Saved entries:
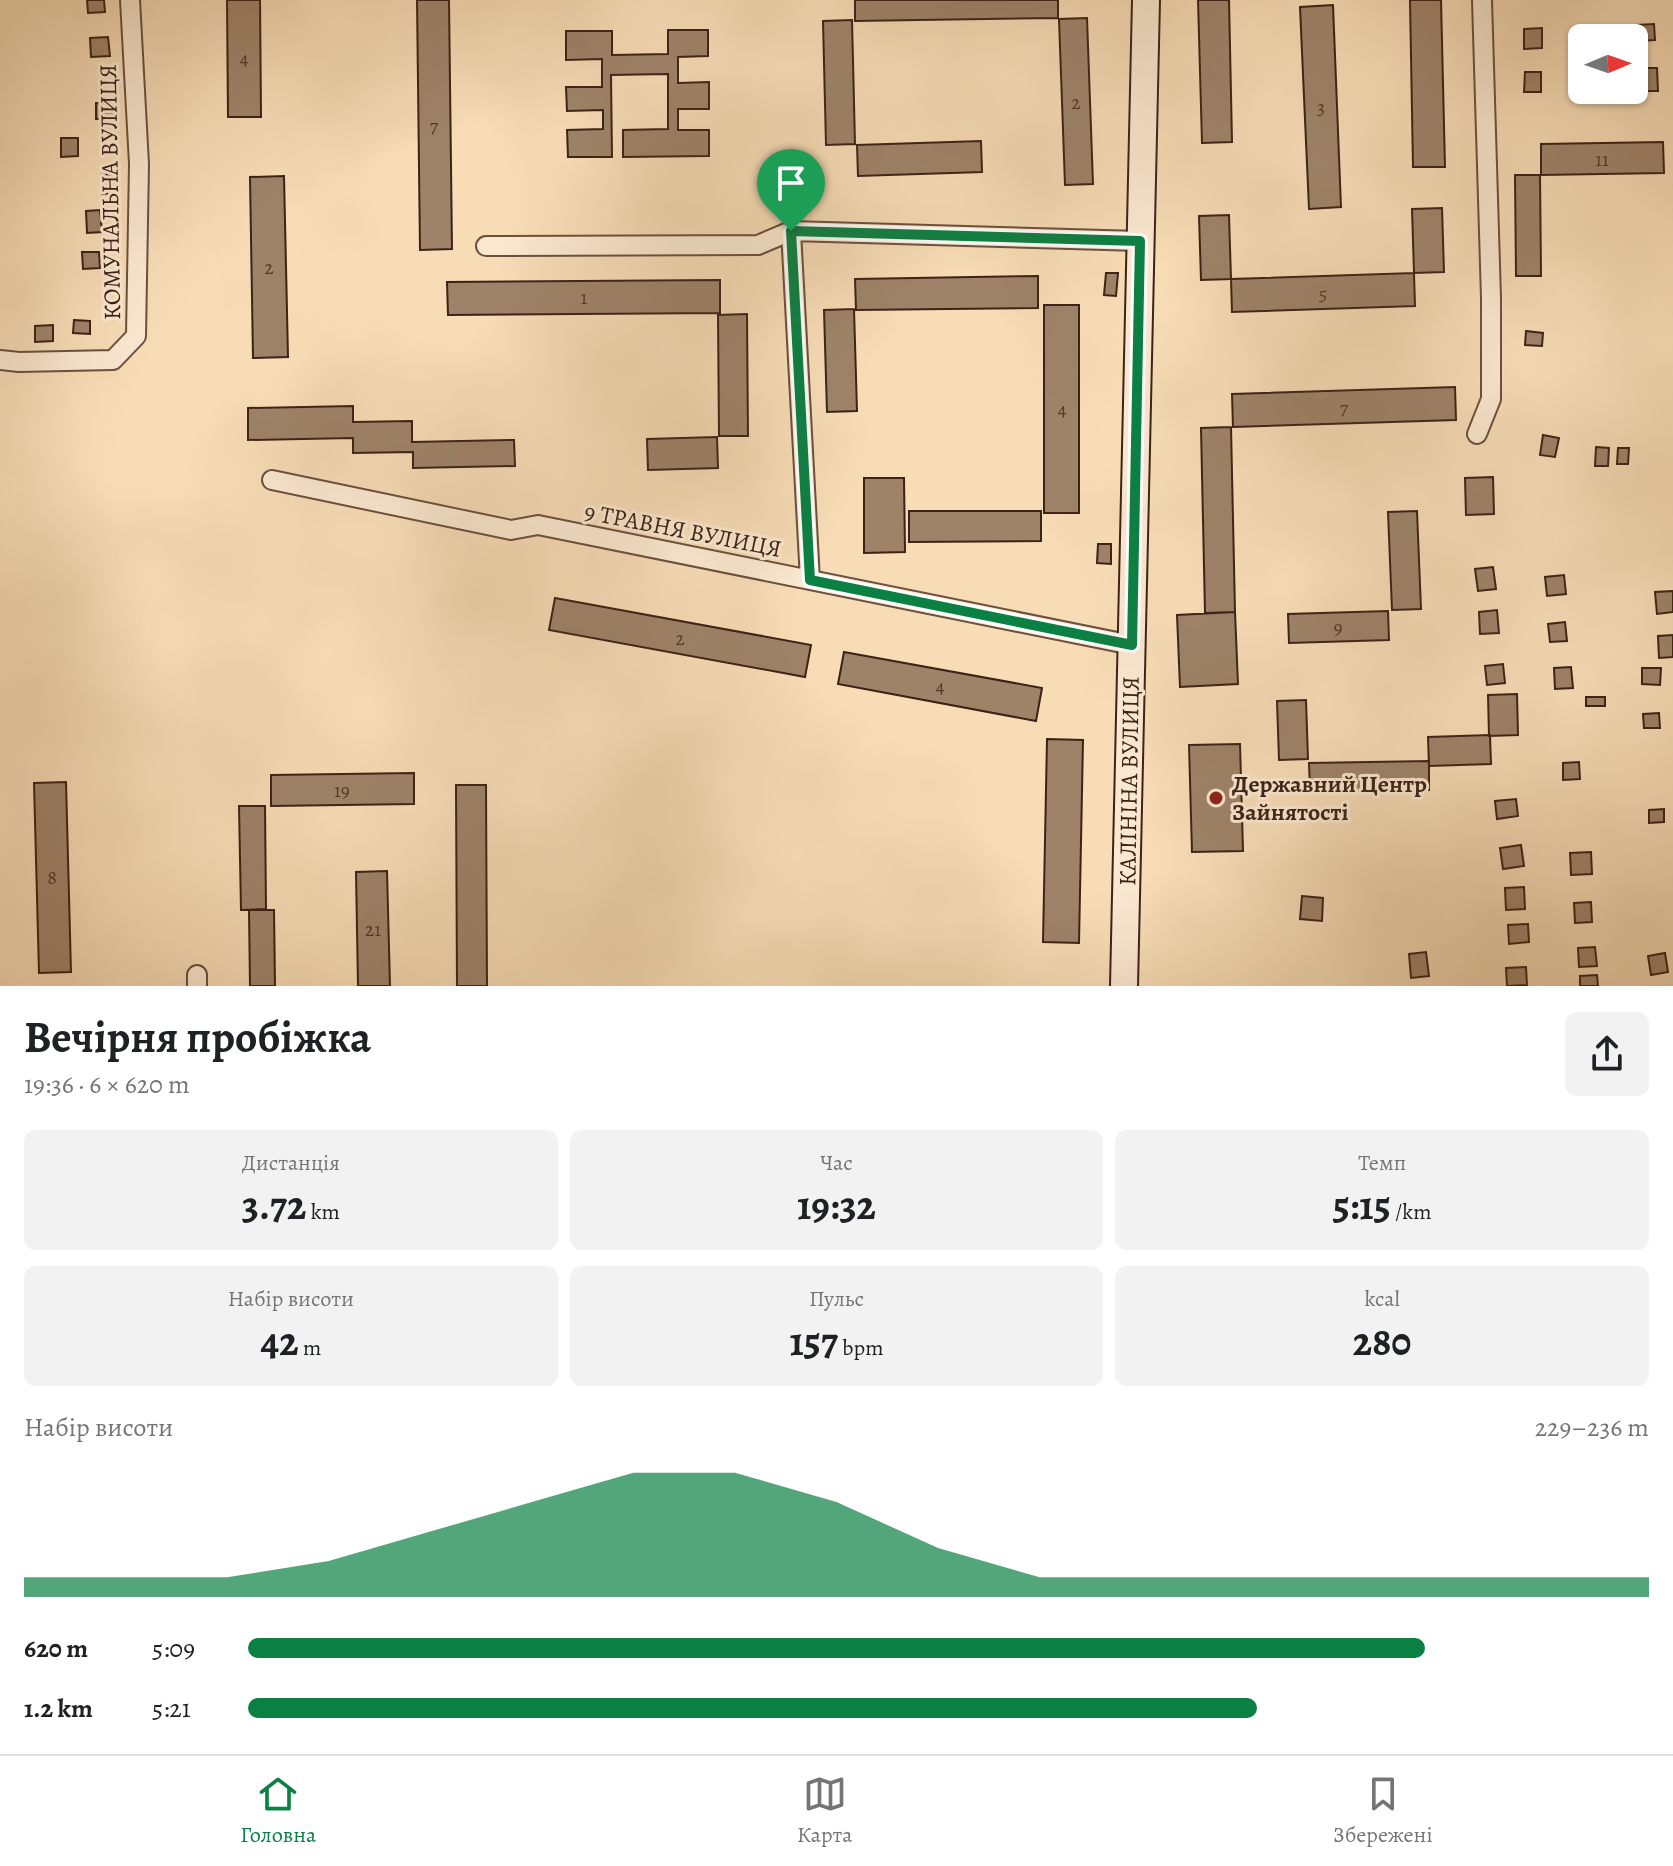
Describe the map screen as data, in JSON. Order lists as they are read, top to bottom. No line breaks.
{"streets":{"street":["КОМУНАЛЬНА ВУЛИЦЯ","9 ТРАВНЯ ВУЛИЦЯ","КАЛІНІНА ВУЛИЦЯ"]},"crossings":[["9 ТРАВНЯ ВУЛИЦЯ","КАЛІНІНА ВУЛИЦЯ"]],"places":["Державний Центр Зайнятості"],"house_numbers":["4","2","3","7","11","2","5","1","7","4","9","2","4","19","8","21"],"north":"right","page":{"heading":["Вечірня пробіжка","19:36 · 6 × 620 m"],"stats":[["Дистанція","3.72 km"],["Час","19:32"],["Темп","5:15 /km"],["Набір висоти","42 m"],["Пульс","157 bpm"],["kcal","280"]],"chart":["Набір висоти","229–236 m"],"list":[{"name":"620 m","note":"5:09"},{"name":"1.2 km","note":"5:21"}],"tabs":["Головна","Карта","Збережені"]}}
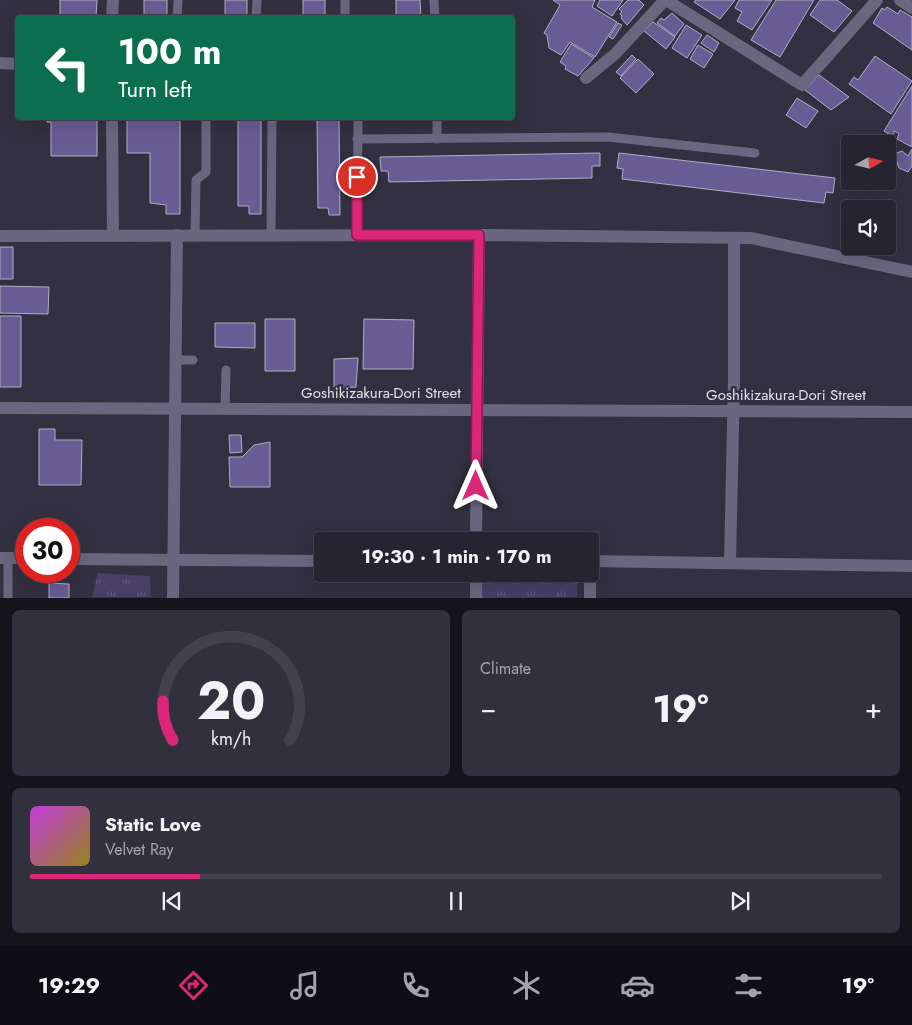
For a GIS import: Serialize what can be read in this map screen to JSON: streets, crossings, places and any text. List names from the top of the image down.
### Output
{
  "streets": {
    "street": ["Goshikizakura-Dori Street"]
  },
  "north": "right",
  "page": {
    "turn": ["100 m", "Turn left"],
    "limit": "30",
    "trip": "19:30 · 1 min · 170 m",
    "tile": "Climate",
    "heat": ["−", "19°", "+"],
    "song": ["Static Love", "Velvet Ray"],
    "tabs": ["19:29", "19°"],
    "gauge": ["20", "km/h"]
  }
}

* [Exercise goal]
Type out each line of the records above exactly, skipping any pictures.

* [Result]
Describe the map screen as data, in JSON. Order lists as they are read, top to bottom. No line breaks.
{"streets":{"street":["КОМУНАЛЬНА ВУЛИЦЯ","9 ТРАВНЯ ВУЛИЦЯ","КАЛІНІНА ВУЛИЦЯ"]},"crossings":[["9 ТРАВНЯ ВУЛИЦЯ","КАЛІНІНА ВУЛИЦЯ"]],"places":["Державний Центр Зайнятості"],"house_numbers":["4","2","3","7","11","2","5","1","7","4","9","2","4","19","8","21"],"north":"right","page":{"heading":["Вечірня пробіжка","19:36 · 6 × 620 m"],"stats":[["Дистанція","3.72 km"],["Час","19:32"],["Темп","5:15 /km"],["Набір висоти","42 m"],["Пульс","157 bpm"],["kcal","280"]],"chart":["Набір висоти","229–236 m"],"list":[{"name":"620 m","note":"5:09"},{"name":"1.2 km","note":"5:21"}],"tabs":["Головна","Карта","Збережені"]}}
For a GIS import: Serialize what can be read in this map screen to JSON: streets, crossings, places and any text. List names from the top of the image down.
### Output
{
  "streets": {
    "street": ["Goshikizakura-Dori Street"]
  },
  "north": "right",
  "page": {
    "turn": ["100 m", "Turn left"],
    "limit": "30",
    "trip": "19:30 · 1 min · 170 m",
    "tile": "Climate",
    "heat": ["−", "19°", "+"],
    "song": ["Static Love", "Velvet Ray"],
    "tabs": ["19:29", "19°"],
    "gauge": ["20", "km/h"]
  }
}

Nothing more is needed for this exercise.